The departure of Hector Rios Erenu, Argentina’s highest-ranking army officer, may be the first of several resignations in efforts to ensure military subordination to civilian authority.
A Defense Ministry spokesman said the army chief of staff submitted his resignation privately Saturday night to Defense Minister Jose Horacio Jaunarena. His position had been tenuous since the rebellion erupted Wednesday night.
The uprising was the severest test yet of Argentina’s 3-year-old democracy that follows about a decade of military rule.
President Goes to Base
Alfonsin quelled the officers’ revolt, mainly a conspiracy of colonels and captains demanding an end to human-rights trials of officers accused of murdering and torturing prisoners during military rule, by flying Sunday to their base and negotiating their surrender. (Story on Page 4.)
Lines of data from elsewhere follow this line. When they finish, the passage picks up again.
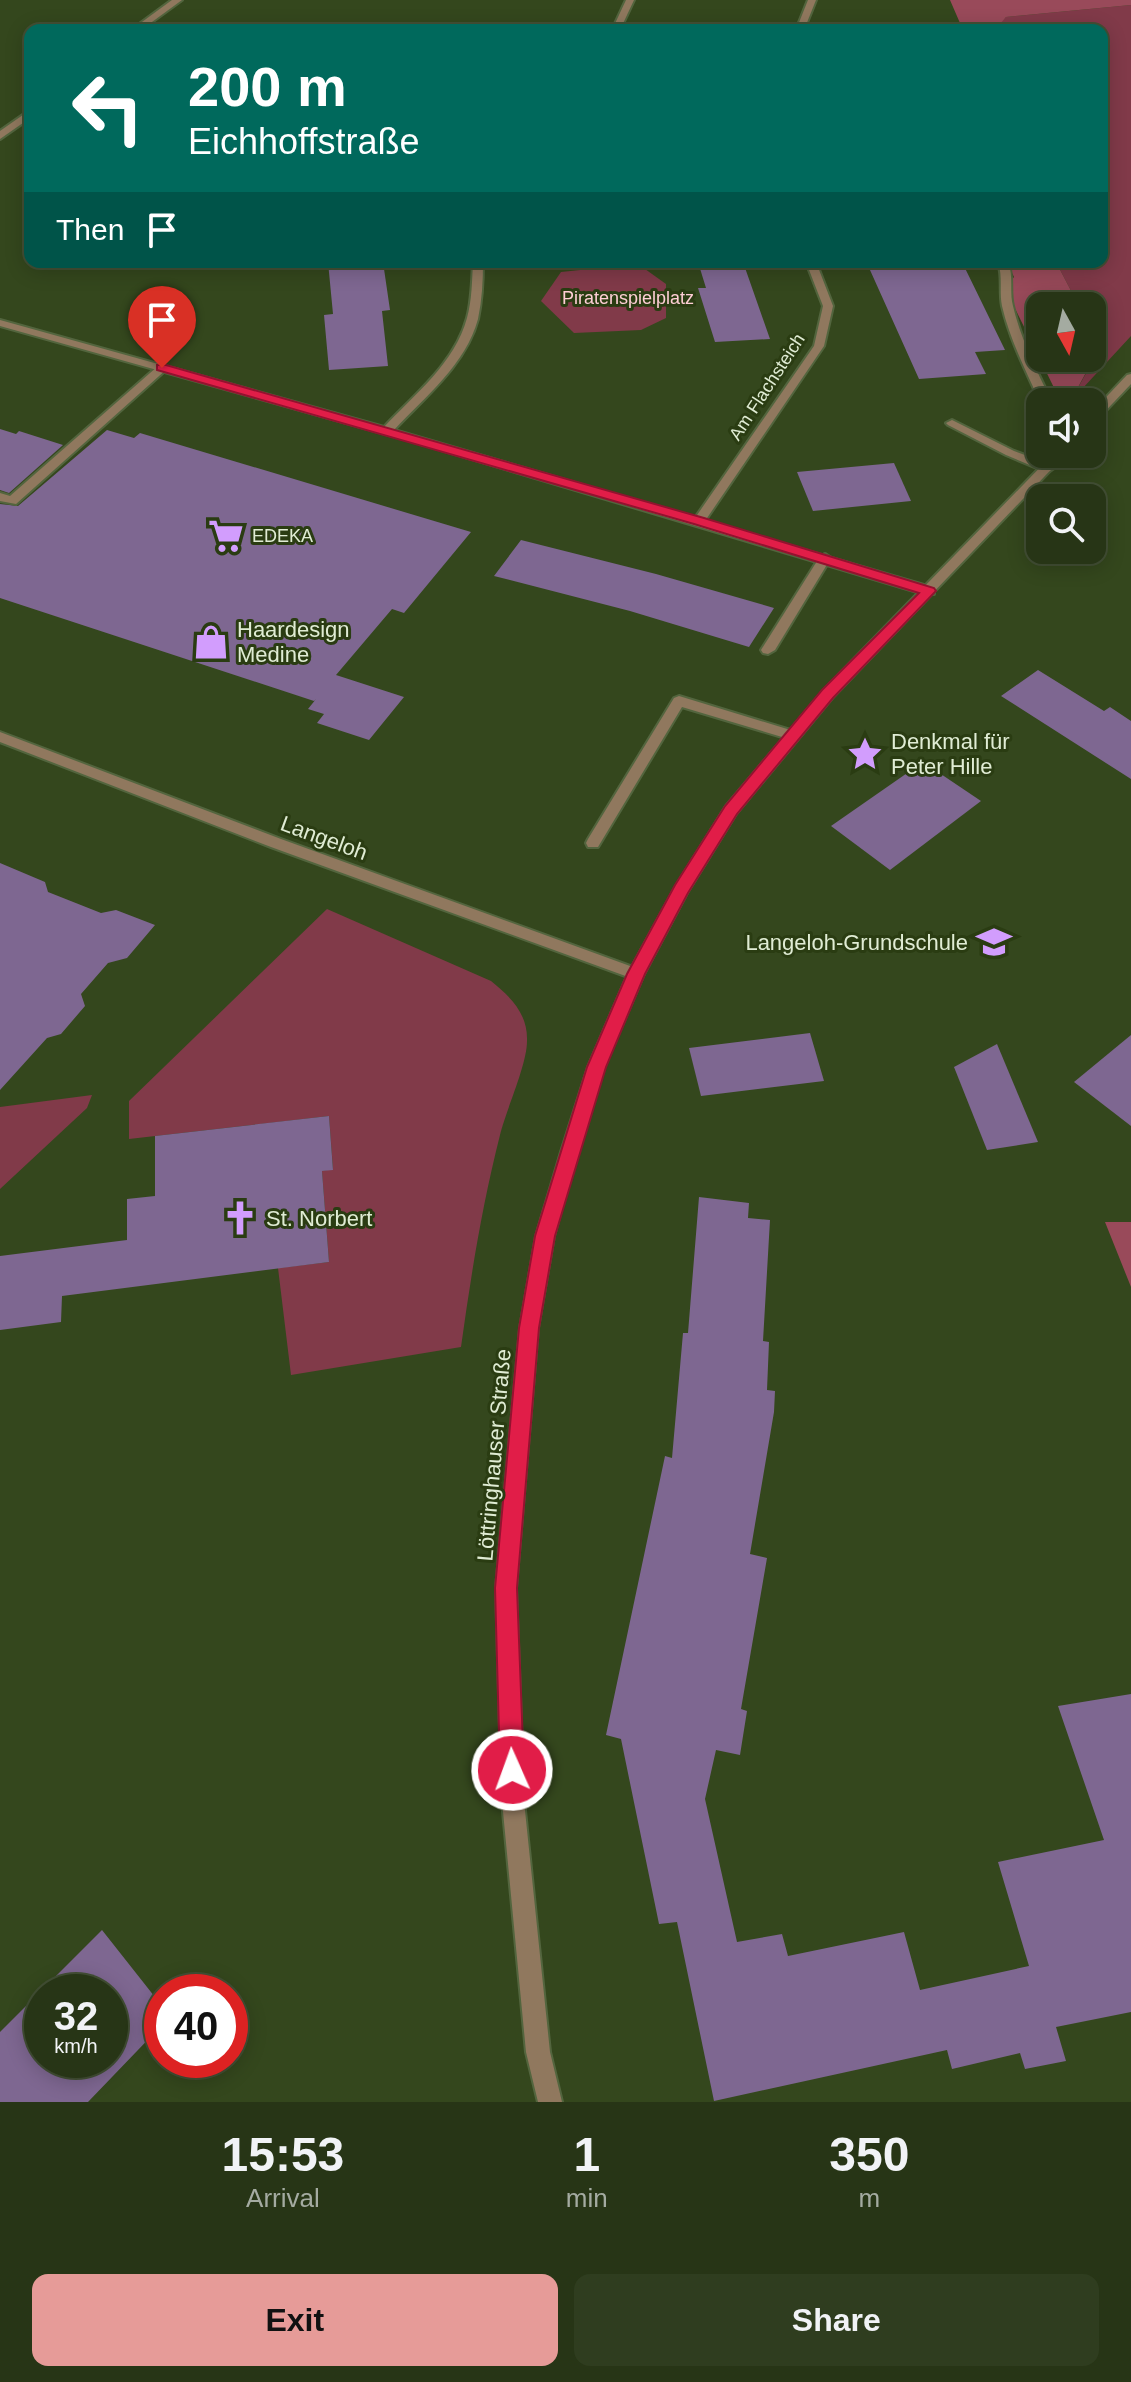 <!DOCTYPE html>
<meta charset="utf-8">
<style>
body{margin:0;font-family:Helvetica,sans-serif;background:#2f3d1f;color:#f1f3f6;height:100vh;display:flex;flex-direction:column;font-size:30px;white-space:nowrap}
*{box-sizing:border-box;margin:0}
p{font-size:26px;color:#a4aba1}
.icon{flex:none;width:44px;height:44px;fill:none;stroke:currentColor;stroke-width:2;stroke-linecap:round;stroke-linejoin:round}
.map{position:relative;height:2102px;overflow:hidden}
.drawer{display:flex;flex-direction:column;background:#273516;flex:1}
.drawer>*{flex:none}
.hud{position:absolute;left:24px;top:24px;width:1084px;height:244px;border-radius:16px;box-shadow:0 4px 20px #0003,0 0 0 2px #435035;background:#00695c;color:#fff;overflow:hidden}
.needle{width:52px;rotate:172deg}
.controls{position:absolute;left:1026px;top:292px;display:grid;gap:16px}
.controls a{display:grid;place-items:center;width:80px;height:80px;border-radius:16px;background:#273516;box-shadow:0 4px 20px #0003,0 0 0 2px #435035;font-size:40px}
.speed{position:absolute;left:24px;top:1974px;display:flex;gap:16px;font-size:40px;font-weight:700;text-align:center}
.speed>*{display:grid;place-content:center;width:104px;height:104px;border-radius:50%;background:#273516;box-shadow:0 4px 20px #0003,0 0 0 2px #435035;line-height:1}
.speed small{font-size:20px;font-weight:400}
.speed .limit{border:12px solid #d22;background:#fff;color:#111}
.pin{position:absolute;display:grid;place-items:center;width:68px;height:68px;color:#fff;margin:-82px -34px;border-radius:50% 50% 50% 0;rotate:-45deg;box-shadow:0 0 8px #0007}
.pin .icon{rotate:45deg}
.me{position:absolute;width:88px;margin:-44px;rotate:358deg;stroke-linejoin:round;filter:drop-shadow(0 0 6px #0008)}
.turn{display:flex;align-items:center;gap:28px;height:168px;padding:0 32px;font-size:36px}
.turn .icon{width:104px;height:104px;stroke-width:2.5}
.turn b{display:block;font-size:56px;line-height:68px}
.then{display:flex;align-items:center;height:76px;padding:0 32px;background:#0003;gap:16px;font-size:30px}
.eta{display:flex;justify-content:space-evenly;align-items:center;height:136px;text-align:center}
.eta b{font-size:48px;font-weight:700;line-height:56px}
.action{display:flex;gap:16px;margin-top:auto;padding:16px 32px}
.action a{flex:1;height:92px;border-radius:16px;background:#e69b98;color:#111;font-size:32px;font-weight:700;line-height:92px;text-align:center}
.action a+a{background:#2f3d1f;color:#f1f3f6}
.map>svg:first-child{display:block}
.green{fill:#813a49}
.forest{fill:#994a5a}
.building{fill:#7e6791;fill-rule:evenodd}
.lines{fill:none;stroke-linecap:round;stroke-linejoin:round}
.service-casing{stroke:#53653e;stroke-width:4}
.minor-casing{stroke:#53653e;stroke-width:4}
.tertiary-casing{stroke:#53653e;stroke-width:4}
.service{fill:#90785e;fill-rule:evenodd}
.minor{fill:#90785e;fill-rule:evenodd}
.tertiary{fill:#90785e;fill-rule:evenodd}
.route{fill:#e11d48;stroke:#92132f;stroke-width:2}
.labels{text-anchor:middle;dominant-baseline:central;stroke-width:6;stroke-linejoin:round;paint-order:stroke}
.far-park-label{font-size:18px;fill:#feced5;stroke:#2a3c12}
.far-street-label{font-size:18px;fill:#e0ecd4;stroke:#2a3c12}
.far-poi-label{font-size:18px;fill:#e0ecd4;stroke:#2a3c12;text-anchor:start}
.poi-label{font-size:22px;fill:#e0ecd4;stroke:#2a3c12;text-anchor:start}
.street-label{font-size:22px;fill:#e0ecd4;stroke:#2a3c12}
</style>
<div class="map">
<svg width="1131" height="2102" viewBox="0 0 1131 2102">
<rect width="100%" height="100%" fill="#34471d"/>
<g class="green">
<path d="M 1131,5 L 1131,336 L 1070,402 L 1089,368 L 1089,358 L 1092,358 L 1092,306 L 1079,306 L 1056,262 L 1102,262 L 1102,30 L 994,28 L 1006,17 Z"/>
<path d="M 638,264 L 666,284 L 666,318 L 641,330 L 574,333 L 541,301 L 561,272 Z"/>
<path d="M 327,909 L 491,981 C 511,997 528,1014 527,1041 C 527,1065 506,1110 500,1135 C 482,1206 471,1275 461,1347 L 291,1375 L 278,1268 L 329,1262 L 322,1171 L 333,1169 L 329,1116 L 129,1139 L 129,1101 Z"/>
<path d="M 92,1095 L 87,1108 L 0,1189 L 0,1107 Z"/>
</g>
<g class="forest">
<path d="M 950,0 L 1131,0 L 1131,5 L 1006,17 L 995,30 L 963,30 Z"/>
<path d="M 1007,262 L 1056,262 L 1079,306 L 1040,306 L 1040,358 L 1088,358 L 1089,367 L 1070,402 L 1061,402 L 1005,288 L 1014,277 Z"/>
<path d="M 1105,1222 L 1131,1222 L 1131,1287 Z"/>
</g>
<g class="building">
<path d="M 328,262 L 383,262 L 390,310 L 382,311 L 388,366 L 329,370 L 324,315 L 333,314 Z"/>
<path d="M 698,262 L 743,262 L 770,339 L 715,342 L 698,288 L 706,288 Z"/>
<path d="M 962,262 L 1005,350 L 975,352 L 986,374 L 919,379 L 870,270 L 890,268 L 888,264 Z"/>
<path d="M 0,429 L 16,434 L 19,431 L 63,445 L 9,493 L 0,490 Z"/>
<path d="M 107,430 L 134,438 L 140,433 L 471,532 L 404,613 L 392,609 L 336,675 L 404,697 L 369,740 L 317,723 L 324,714 L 308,709 L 316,699 L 314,701 L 0,598 L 0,504 L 18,506 Z"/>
<path d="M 894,463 L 911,501 L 813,511 L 797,472 Z"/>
<path d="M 521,540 L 656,574 L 774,608 L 749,647 L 630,611 L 494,576 Z"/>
<path d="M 1038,670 L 1104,711 L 1110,707 L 1131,721 L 1131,779 L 1001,696 Z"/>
<path d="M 923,762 L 981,801 L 890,870 L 831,826 Z"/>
<path d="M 0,863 L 45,882 L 48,892 L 101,913 L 116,910 L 155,925 L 127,958 L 108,963 L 81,994 L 85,1006 L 61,1034 L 47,1038 L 0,1090 Z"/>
<path d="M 810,1033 L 824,1081 L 701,1096 L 689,1048 Z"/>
<path d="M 1131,1035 L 1131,1126 L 1074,1082 Z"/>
<path d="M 997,1044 L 1038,1142 L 987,1150 L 954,1067 Z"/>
<path d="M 329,1116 L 333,1170 L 322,1171 L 329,1262 L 62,1296 L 61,1322 L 0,1330 L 0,1256 L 127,1240 L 127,1199 L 155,1196 L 155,1136 Z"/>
<path d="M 699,1197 L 749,1203 L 748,1218 L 770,1220 L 763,1341 L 769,1342 L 767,1390 L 775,1391 L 774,1412 L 750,1554 L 767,1558 L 741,1709 L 747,1711 L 740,1755 L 716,1750 L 705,1799 L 737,1942 L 782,1934 L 788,1956 L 904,1932 L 920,1990 L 1029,1966 L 998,1862 L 1104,1840 L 1058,1706 L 1131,1694 L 1131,2012 L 1056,2027 L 1066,2061 L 1025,2069 L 1020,2053 L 952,2069 L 947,2050 L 714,2101 L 677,1922 L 659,1924 L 621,1739 L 606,1735 L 665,1456 L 672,1458 L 683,1333 L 688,1333 Z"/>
<path d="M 102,1930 L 162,2006 L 162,2025 L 88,2102 L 0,2102 L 0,2032 ZM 42,1992 L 110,1992 L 110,2060 L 42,2060 Z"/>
</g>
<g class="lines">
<g class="service-casing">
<g id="service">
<path d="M 998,262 L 1008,262 C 1014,277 1009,291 1013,306 C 1021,340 1037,371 1052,402 L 1040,402 C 1026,371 1010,340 1002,306 C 999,291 1003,277 998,262 Z"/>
<path d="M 158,366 L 168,368 L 16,504 L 0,501 L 0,493 L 10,496 Z"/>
<path d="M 952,420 L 1014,451 L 1052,465 L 1054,468 L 1048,472 L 1044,471 L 1006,455 L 948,425 L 946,423 Z"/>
<path d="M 825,554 L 831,558 L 775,650 L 768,654 L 763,653 L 761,650 L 819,558 Z"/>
<path d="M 679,696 L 797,732 L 799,735 L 792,740 L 682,707 L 598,847 L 588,847 L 586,843 L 588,839 L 674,698 Z"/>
</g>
</g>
<g class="minor-casing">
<g id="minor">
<path d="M 172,0 L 182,0 L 141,30 L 131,30 Z"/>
<path d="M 626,0 L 634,0 L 620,30 L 612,30 Z"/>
<path d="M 808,0 L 816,0 L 804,30 L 796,30 Z"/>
<path d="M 30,110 L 30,118 L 0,139 L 0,131 Z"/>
<path d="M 473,262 L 483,262 C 483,281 482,300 478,319 C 466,364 425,397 394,430 L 695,518 L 814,346 L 823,306 L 806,262 L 816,262 L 833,306 L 824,346 L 705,521 L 934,588 L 934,594 L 924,594 L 418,443 L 0,326 L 0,320 L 384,427 C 414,395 455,363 467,318 C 472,300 472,281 473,262 Z"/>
<path d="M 0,732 L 281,839 L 641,970 L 644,974 L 636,980 L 631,978 L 271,847 L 0,742 Z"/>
</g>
</g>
<g class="tertiary-casing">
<g id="tertiary">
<path d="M 1131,374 L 1131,384 L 1096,421 L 1092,422 L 1092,412 L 1127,375 Z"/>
<path d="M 1053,454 L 1066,454 L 833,697 L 736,814 L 687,893 L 644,974 L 604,1067 L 577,1152 L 554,1236 L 538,1328 L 516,1588 L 524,1801 L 550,2052 L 562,2102 L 538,2102 L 526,2052 L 502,1801 L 496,1588 L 520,1328 L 536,1236 L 561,1152 L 588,1067 L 628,974 L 676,886 L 726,806 L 823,691 Z"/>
</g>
</g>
<use href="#service" class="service"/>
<use href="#minor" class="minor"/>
<use href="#tertiary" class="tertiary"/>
</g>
<path class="route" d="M 157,365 L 166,365 L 704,518 L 934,588 L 936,591 L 833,698 L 737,814 L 688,893 L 645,974 L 606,1067 L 555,1236 L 539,1328 L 517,1588 L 524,1770 L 520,1779 L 512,1782 L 503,1779 L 500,1770 L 495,1588 L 519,1328 L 535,1236 L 587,1067 L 627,974 L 675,885 L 725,806 L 822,690 L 919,593 L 694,524 L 157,370 Z"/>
<defs>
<g id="supermarket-bare" transform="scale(2.76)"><path d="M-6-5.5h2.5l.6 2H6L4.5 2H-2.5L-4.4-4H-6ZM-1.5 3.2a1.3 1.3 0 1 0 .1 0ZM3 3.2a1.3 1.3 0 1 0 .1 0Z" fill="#d29dfd" stroke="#2a3c12" stroke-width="2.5" paint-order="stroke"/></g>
<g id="shop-bare" transform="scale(2.76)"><path d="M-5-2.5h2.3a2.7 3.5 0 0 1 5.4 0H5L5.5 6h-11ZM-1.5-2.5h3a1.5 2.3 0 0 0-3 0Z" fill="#d29dfd" stroke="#2a3c12" stroke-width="2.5" paint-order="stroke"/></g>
<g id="sight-bare" transform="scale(2.76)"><path d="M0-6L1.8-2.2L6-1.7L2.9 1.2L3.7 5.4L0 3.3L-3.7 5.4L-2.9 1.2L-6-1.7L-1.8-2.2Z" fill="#d29dfd" stroke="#2a3c12" stroke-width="2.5" paint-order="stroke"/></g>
<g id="school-bare" transform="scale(2.76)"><path d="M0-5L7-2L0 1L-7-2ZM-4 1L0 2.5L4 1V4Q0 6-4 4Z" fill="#d29dfd" stroke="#2a3c12" stroke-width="2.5" paint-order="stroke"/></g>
<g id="church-bare" transform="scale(2.76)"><path d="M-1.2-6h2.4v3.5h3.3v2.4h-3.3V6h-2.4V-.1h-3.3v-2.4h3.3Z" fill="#d29dfd" stroke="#2a3c12" stroke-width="2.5" paint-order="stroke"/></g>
</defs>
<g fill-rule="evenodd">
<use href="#supermarket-bare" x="226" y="536"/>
<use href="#shop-bare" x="211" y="642"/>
<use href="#sight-bare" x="865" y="754"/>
<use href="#school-bare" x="994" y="942"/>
<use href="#church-bare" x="240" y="1218"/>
</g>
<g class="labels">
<g class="far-park-label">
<text x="628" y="298">Piratenspielplatz</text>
</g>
<g class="far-street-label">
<text transform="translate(767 387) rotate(-57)">Am Flachsteich</text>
</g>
<g class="far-poi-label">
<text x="252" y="536">EDEKA</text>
</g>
<g class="poi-label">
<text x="237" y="629">Haardesign<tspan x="237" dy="25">Medine</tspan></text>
<text x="891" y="741">Denkmal für<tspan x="891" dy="25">Peter Hille</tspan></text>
<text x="968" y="942" text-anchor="end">Langeloh-Grundschule</text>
<text x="266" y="1218">St. Norbert</text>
</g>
<g class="street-label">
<text transform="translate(324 838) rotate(20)">Langeloh</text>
<text transform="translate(494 1455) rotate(-85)">Löttringhauser Straße</text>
</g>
</g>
</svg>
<div class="controls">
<a><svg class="needle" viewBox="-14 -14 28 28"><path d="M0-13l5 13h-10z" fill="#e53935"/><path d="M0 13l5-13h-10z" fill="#a4aba1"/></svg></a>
<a><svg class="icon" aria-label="sound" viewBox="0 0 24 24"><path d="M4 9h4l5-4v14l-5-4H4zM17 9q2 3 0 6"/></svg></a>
<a><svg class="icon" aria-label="search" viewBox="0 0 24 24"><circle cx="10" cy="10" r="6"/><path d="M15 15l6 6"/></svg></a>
</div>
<div class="speed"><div>32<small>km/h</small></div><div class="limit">40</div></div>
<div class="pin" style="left:162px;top:368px;background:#d93025"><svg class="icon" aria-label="arrive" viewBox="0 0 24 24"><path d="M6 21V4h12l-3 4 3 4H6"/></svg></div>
<svg class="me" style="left:512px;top:1770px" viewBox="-20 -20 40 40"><circle r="17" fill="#e11d48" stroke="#fff" stroke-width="3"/><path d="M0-11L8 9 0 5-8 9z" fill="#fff"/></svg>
<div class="hud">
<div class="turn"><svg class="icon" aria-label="left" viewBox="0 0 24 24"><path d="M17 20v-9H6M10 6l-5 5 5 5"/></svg><div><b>200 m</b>Eichhoffstraße</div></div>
<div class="then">Then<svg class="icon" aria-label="arrive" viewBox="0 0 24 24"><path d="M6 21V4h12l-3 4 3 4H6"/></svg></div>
</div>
</div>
<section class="drawer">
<div class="eta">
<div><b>15:53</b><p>Arrival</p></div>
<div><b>1</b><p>min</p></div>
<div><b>350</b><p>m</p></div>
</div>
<div class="action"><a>Exit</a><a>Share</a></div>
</section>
The rebels had also demanded Rios Erenu’s resignation because they felt he had abandoned them. Although Rios Erenu was a strict constitutionalist and solid backer of Alfonsin, he had been criticized, especially inside the army, as having lost touch with middle-ranking officers.
The Defense Ministry spokesman said 60 officers were under arrest today at the Campo de Mayo base, headquarters of the final three days of the rebellion and about 15 miles west of Buenos Aires.